In the remainder of the study, animals were anesthetized with isoflurane. For this set of experiments we inserted the needle via the burr hole and we let the tracers diffuse from the tip of the needle into the rat hippocampus for 30 minutes. At the end of the diffusion period the animals were euthanized and the brain processed as described for the infusion set of experiments.

Confocal imaging

Prior to imaging brain slices were fixated in 3.7% paraformaldehyde (PFA) for 30 minutes. Then, cell nuclei were stained with bisbenzimide (Sigma). Selected slices were additionally stained to identify specific cell types and proteins. To discriminate between arteries and veins we stained for myosin heavy chain. Antibodies against GFAP and aquaporin 4 (Aqp4) were used to stain astrocytes and water channels. Fluorescent images were acquired using a confocal laser-scanning microscope (Leica TCS SP8), with a 20x objective for details and 10x objective for overviews. ImageJ software was used to quantify the distribution area of the tracers. Care was taken to prevent pixel saturation and to apply the same confocal settings to sections within each group of experiments.
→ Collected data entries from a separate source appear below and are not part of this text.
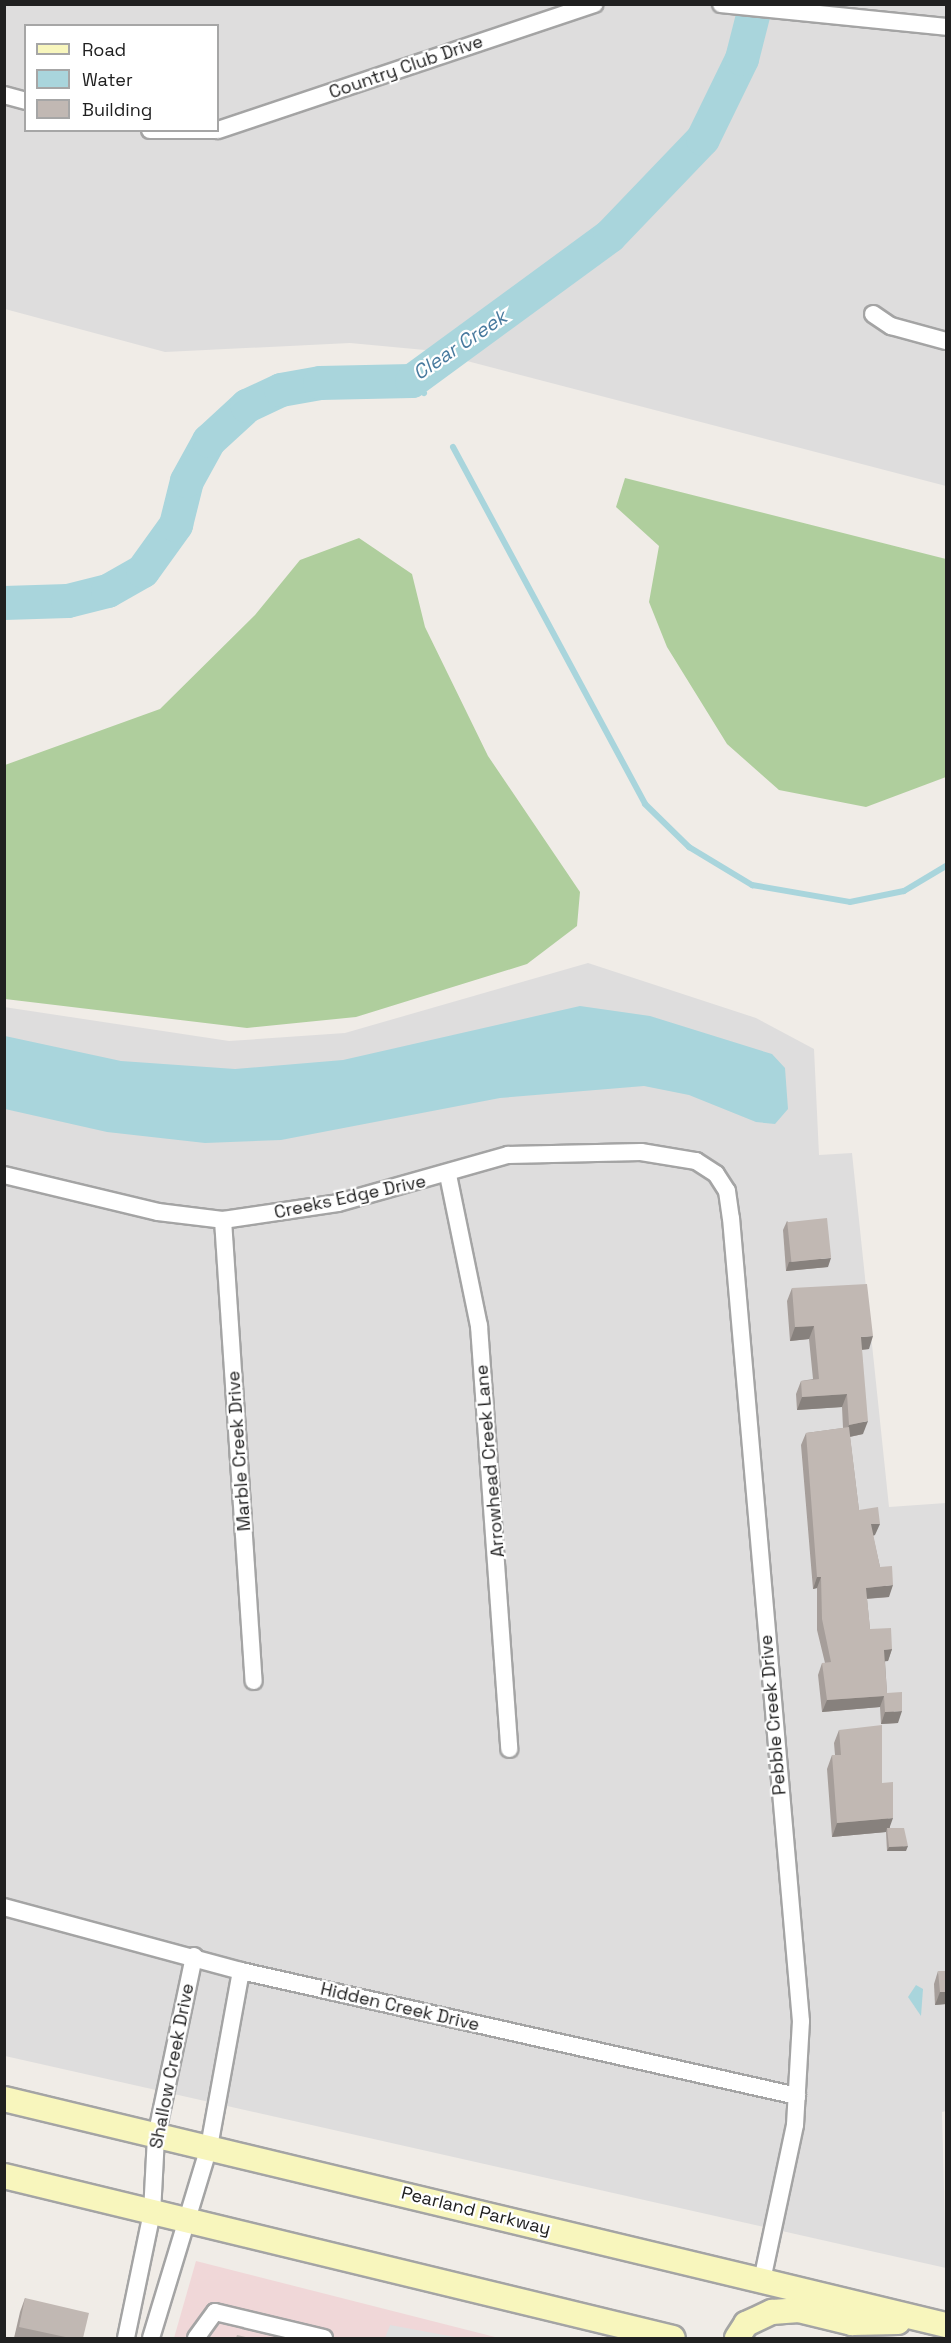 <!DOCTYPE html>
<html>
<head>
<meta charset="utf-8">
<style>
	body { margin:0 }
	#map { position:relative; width:951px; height:2343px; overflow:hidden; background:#f0ece7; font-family:"Space Grotesk",sans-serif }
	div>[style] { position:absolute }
	.residential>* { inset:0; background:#dedddd }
	.commercial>* { inset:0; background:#f0d7d8 }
	.forest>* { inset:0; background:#afce9d }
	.parking>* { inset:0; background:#e0e0e0 }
	.water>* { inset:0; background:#a9d5dc }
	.stream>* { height:6px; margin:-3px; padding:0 3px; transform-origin:3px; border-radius:3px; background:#a9d5dc }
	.river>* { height:34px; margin:-17px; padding:0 17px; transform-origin:17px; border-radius:17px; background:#a9d5dc }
	.roads { filter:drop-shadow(2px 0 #a4a4a4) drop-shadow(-2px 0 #a4a4a4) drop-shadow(0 2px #a4a4a4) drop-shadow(0 -2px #a4a4a4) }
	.minor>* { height:16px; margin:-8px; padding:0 8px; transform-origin:8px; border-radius:8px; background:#fff }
	.secondary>* { height:24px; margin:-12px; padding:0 12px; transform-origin:12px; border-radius:12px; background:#f8f6bd }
	.wall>* { inset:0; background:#a69e9a }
	.shaded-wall>* { inset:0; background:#87817d }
	.building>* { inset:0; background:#c1b8b3; transform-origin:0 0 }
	span { translate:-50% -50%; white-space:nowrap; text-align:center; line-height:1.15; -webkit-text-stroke:4.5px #fff; paint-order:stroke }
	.street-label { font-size:18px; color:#202020 }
	.water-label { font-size:20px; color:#487a9e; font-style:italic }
	.frame { position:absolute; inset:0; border:6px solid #202020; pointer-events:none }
	.legend { position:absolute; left:24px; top:24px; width:195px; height:108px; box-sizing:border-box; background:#fff; border:2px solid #a6a6a6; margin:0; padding:8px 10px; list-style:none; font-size:18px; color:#202020 }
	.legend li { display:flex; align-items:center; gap:12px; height:30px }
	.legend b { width:30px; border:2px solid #a6a6a6 }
</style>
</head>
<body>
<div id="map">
	<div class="residential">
		<div style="clip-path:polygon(evenodd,4px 5px,946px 5px,946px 486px,425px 350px,350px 343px,165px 352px,5px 309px,4px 5px,26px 26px,218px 26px,218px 130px,26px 130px,26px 26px)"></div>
		<div style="clip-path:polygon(588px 963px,756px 1018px,814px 1049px,819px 1155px,852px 1153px,889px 1507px,946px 1503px,946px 2111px,942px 2112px,946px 2268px,5px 2056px,4px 1007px,229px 1041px,345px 1033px)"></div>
	</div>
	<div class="commercial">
		<div style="clip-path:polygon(196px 2261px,499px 2338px,174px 2338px)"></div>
	</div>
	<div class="forest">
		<div style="clip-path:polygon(625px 478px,946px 559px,946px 777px,866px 807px,779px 790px,727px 744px,667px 647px,649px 602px,659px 546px,616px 507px)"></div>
		<div style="clip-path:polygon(359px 538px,412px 574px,425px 627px,488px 756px,580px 892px,577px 926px,527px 964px,356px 1017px,247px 1028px,5px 999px,5px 765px,160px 709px,255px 615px,300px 560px)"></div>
	</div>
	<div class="parking">
		<div style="clip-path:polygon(390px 2325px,460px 2338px,385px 2338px)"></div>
	</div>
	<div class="water">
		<div style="clip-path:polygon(580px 1006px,650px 1016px,772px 1054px,785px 1068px,788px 1109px,775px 1124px,756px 1122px,689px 1095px,644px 1086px,500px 1098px,281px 1140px,205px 1143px,107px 1132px,5px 1109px,5px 1036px,121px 1061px,235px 1069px,343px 1060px)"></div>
		<div style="clip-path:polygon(916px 1985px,923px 1989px,921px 2016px,908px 1997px)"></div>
	</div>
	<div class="stream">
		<div style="left:412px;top:381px;width:17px;rotate:45deg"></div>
		<div style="left:453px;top:447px;width:405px;rotate:61.7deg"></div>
		<div style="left:645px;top:804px;width:62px;rotate:44.3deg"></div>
		<div style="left:689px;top:847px;width:74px;rotate:31.1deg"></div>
		<div style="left:752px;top:885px;width:99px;rotate:9.8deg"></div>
		<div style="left:850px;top:902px;width:55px;rotate:-11.5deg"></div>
		<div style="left:904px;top:891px;width:49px;rotate:-30.8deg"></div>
	</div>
	<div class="river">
		<div style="left:4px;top:603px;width:64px;rotate:-1.8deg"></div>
		<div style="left:68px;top:601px;width:41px;rotate:-14deg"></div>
		<div style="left:108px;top:591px;width:40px;rotate:-29.7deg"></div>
		<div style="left:143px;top:571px;width:57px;rotate:-54.3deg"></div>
		<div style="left:176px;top:525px;width:45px;rotate:-76deg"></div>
		<div style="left:187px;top:481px;width:46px;rotate:-61.2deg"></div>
		<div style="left:209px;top:441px;width:52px;rotate:-42.6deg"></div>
		<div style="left:247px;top:406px;width:38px;rotate:-25deg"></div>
		<div style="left:281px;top:390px;width:40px;rotate:-10deg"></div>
		<div style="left:320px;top:383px;width:92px;rotate:-1.2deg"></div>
		<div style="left:412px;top:381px;width:245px;rotate:-36.2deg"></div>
		<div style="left:610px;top:236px;width:134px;rotate:-46.2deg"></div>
		<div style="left:703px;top:139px;width:89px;rotate:-64deg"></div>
		<div style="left:742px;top:59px;width:57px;rotate:-75.7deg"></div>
	</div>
	<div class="roads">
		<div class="minor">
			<div style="left:721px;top:4px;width:226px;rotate:5.8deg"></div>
			<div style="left:4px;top:95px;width:23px;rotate:15deg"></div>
			<div style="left:150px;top:130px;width:65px"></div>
			<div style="left:218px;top:130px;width:397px;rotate:-18.5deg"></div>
			<div style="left:873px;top:314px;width:22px;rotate:34deg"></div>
			<div style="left:891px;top:326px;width:57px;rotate:15.3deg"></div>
			<div style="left:4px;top:1175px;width:158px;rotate:13.5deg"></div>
			<div style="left:158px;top:1212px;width:65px;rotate:7deg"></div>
			<div style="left:223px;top:1220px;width:116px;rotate:-8.4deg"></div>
			<div style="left:338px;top:1203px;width:177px;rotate:-15.8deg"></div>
			<div style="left:508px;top:1155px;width:133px;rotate:-1.3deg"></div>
			<div style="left:641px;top:1152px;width:56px;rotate:9.3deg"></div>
			<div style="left:696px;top:1161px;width:24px;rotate:33deg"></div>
			<div style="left:716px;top:1174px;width:20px;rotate:57deg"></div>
			<div style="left:727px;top:1191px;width:27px;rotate:82deg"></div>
			<div style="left:731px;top:1218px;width:806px;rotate:85.02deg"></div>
			<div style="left:801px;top:2021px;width:104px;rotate:93.3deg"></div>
			<div style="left:795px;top:2125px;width:158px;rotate:102deg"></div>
			<div style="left:448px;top:1175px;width:154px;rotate:78.4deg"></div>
			<div style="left:479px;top:1326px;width:424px;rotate:85.9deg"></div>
			<div style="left:223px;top:1220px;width:462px;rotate:86.2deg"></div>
			<div style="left:4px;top:1907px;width:245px;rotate:15.1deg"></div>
			<div style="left:241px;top:1971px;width:570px;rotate:12.67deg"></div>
			<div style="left:126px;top:2338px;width:128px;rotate:-78.3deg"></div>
			<div style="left:152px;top:2213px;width:76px;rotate:-87deg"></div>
			<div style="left:156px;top:2137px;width:185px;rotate:-78.1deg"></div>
			<div style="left:151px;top:2338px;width:200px;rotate:-73.1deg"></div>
			<div style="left:209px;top:2147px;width:179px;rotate:-79.7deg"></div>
			<div style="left:196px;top:2338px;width:32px;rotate:-54deg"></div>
			<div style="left:215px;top:2312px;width:112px;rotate:13.4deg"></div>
		</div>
		<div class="secondary">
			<div style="left:4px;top:2099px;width:969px;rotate:13.49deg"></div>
			<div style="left:4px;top:2176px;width:688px;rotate:13.61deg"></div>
			<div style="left:737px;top:2338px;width:17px;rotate:-57deg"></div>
			<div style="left:746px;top:2324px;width:29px;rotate:-25deg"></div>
			<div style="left:772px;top:2312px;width:27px;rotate:-4deg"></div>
			<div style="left:799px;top:2310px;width:55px;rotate:13.8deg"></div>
			<div style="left:852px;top:2323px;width:46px;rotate:-1.2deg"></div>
		</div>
	</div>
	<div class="wall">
		<div style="clip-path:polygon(787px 1221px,828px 1267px,786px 1271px,783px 1230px)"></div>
		<div style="clip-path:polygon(792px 1288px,869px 1349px,862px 1350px,863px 1434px,850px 1437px,859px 1510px,875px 1535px,873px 1536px,880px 1567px,889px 1597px,867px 1599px,870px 1629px,892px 1649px,888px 1661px,885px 1661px,887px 1693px,898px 1723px,881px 1724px,880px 1707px,822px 1712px,818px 1675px,822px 1663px,825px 1663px,817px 1630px,817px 1588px,813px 1589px,801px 1445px,806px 1433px,843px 1428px,842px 1407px,797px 1410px,796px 1394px,801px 1381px,813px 1379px,809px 1339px,790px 1341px,787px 1301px)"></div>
		<div style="clip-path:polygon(839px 1730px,882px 1783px,890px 1828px,906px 1851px,887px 1851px,886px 1832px,832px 1837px,827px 1769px,832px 1755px,835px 1755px,834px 1743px)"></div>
		<div style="clip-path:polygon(938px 1971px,946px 2004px,935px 2005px,934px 1984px)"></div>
		<div style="clip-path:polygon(25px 2298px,83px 2338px,14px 2338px,20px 2312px)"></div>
	</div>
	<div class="shaded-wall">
		<div style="clip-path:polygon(831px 1258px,828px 1267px,786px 1271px,789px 1262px)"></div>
		<div style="clip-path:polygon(814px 1326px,809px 1339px,790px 1341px,795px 1327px)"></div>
		<div style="clip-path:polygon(873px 1336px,869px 1349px,857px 1350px,861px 1337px)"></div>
		<div style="clip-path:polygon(847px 1394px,842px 1407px,797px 1410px,802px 1397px)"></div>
		<div style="clip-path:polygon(868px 1421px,863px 1434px,844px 1438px,849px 1425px)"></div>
		<div style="clip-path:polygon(871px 1524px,880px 1524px,875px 1535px,867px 1536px)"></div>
		<div style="clip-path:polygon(817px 1577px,821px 1577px,817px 1588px,813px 1589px)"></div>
		<div style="clip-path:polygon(893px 1585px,889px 1597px,861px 1599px,866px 1588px)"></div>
		<div style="clip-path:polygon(892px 1649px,888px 1661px,880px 1662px,884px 1650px)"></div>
		<div style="clip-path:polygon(884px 1696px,880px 1707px,822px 1712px,827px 1700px)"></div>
		<div style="clip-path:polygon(902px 1711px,898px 1723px,881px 1724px,885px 1712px)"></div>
		<div style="clip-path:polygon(893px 1818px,888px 1832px,887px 1828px,886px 1832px,832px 1837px,837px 1823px)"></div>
		<div style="clip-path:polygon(908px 1846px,906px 1851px,887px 1851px,889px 1847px)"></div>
		<div style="clip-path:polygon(940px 1992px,946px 1992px,946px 2004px,935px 2005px)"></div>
	</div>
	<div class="building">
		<div style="left:827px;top:1218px;width:40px;height:40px;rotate:84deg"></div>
		<div style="clip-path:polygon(867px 1284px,873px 1336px,861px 1337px,868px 1421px,849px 1425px,847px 1394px,802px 1397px,801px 1381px,819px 1379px,814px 1326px,795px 1327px,792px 1288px)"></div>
		<div style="clip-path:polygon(849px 1427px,859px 1510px,878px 1507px,880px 1524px,871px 1524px,880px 1567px,892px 1566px,893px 1585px,866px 1588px,870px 1629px,891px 1628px,892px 1649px,884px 1650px,887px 1693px,902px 1692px,902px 1711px,885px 1712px,884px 1696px,827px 1700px,822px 1663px,831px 1662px,822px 1619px,821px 1577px,817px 1577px,806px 1433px)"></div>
		<div style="clip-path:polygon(882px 1725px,882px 1783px,893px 1782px,893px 1818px,837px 1823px,832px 1755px,841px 1755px,839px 1730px)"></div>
		<div style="clip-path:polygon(887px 1828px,904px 1828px,908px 1846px,889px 1847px)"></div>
		<div style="clip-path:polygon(938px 1971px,946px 1971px,946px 1992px,940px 1992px)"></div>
		<div style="clip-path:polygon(25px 2298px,89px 2313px,83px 2338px,70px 2338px,19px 2327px)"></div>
		<div style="clip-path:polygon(237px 2335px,250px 2338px,236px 2338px)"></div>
	</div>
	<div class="street-label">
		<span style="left:406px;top:67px;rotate:-19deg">Country Club Drive</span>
		<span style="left:350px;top:1197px;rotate:-12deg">Creeks Edge Drive</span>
		<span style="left:239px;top:1451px;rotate:-94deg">Marble Creek Drive</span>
		<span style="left:490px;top:1461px;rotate:-95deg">Arrowhead Creek Lane</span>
		<span style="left:773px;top:1715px;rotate:-95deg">Pebble Creek Drive</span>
		<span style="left:400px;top:2007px;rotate:13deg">Hidden Creek Drive</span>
		<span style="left:172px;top:2066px;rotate:-79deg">Shallow Creek Drive</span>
		<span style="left:476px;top:2211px;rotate:14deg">Pearland Parkway</span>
	</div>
	<div class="water-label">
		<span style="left:460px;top:345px;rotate:-34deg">Clear Creek</span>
	</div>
	<div class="frame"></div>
	<ul class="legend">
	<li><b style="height:8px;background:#f8f6bd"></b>Road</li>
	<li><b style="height:16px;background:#a9d5dc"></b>Water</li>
	<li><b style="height:16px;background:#c1b8b3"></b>Building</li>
	</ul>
</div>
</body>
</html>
Clearance of tracer from the hippocampus

To quantify the clearance we first infused a known volume (2 μl) of the dextran mixture at 0.066 μl/min for 30 min. Then, we allowed a subsequent 30 min period for spreading and clearance of the tracers. We used active infusion of tracer in this set of experiments, because measuring clearance requires a similar and known quantity of tracer to start with in WKY and SHR. Animals were then euthanized rapidly and brains were carefully dissected and weighed. Brains were subsequently homogenized in 7 ml of RIPA buffer, using a manual potter and an automated blender to obtain a homogenous suspension. Fluorescence spectrometry was then performed and the total amount of both dyes in the brain homogenate was determined from integration of the spectra over the appropriate wavelengths. In order to normalize for possible differences in turbidity in the different samples, the spectrometry was repeated after addition of a known quantity of the tracers to the samples.

Brain ashing procedure

We used snap frozen brain samples to analyze water, potassium, and sodium content. To determine brain water content, we compared brain sample weights before and after desiccation at 90 °C for 48 hours. Next, samples were dry ashed for 40 hours at 450 °C. After ashing, all samples were dissolved in 5% HNO3. Sodium and potassium concentrations were determined by flame photometry.

Reagents

Dextran, Texas Red-labelled (3 kD, Ex. 595 nm/Em. 615 nm) and dextran, fluorescein-labelled (500 kD, Ex. 494 nm/Em. 521), both lysine-fixable, were purchased from Molecular Probes-Life Technologies (Eugene, OR, USA). These dyes were dissolved in artificial cerebrospinal fluid (aCSF). In the passive release experiments we increased the final concentration of FITC dextran to 50 mg/ml. For immunohistochemistry we used antibodies against: smooth muscle myosin heavy chain 11 antibody (Abcam), Aqp4 (Millipore) and GFAP (Dako Cytomation, Glostrup). Cell nuclei were stained with bisbenzimide (Sigma). Slices were mounted in fluorescent mounting medium (Dako). RIPA buffer consisted of 150 mM sodium chloride, 1.0% Triton X-100, 0.5% sodium deoxycholate, 0.1% SDS, 1 mM EDTA, in 50 mM Tris, pH 8.0.

Statistics

Data are expressed as mean ± SEM. Data were analysed using Students’ t-test or two-way ANOVA. A p value of <0.05 was considered statistically significant.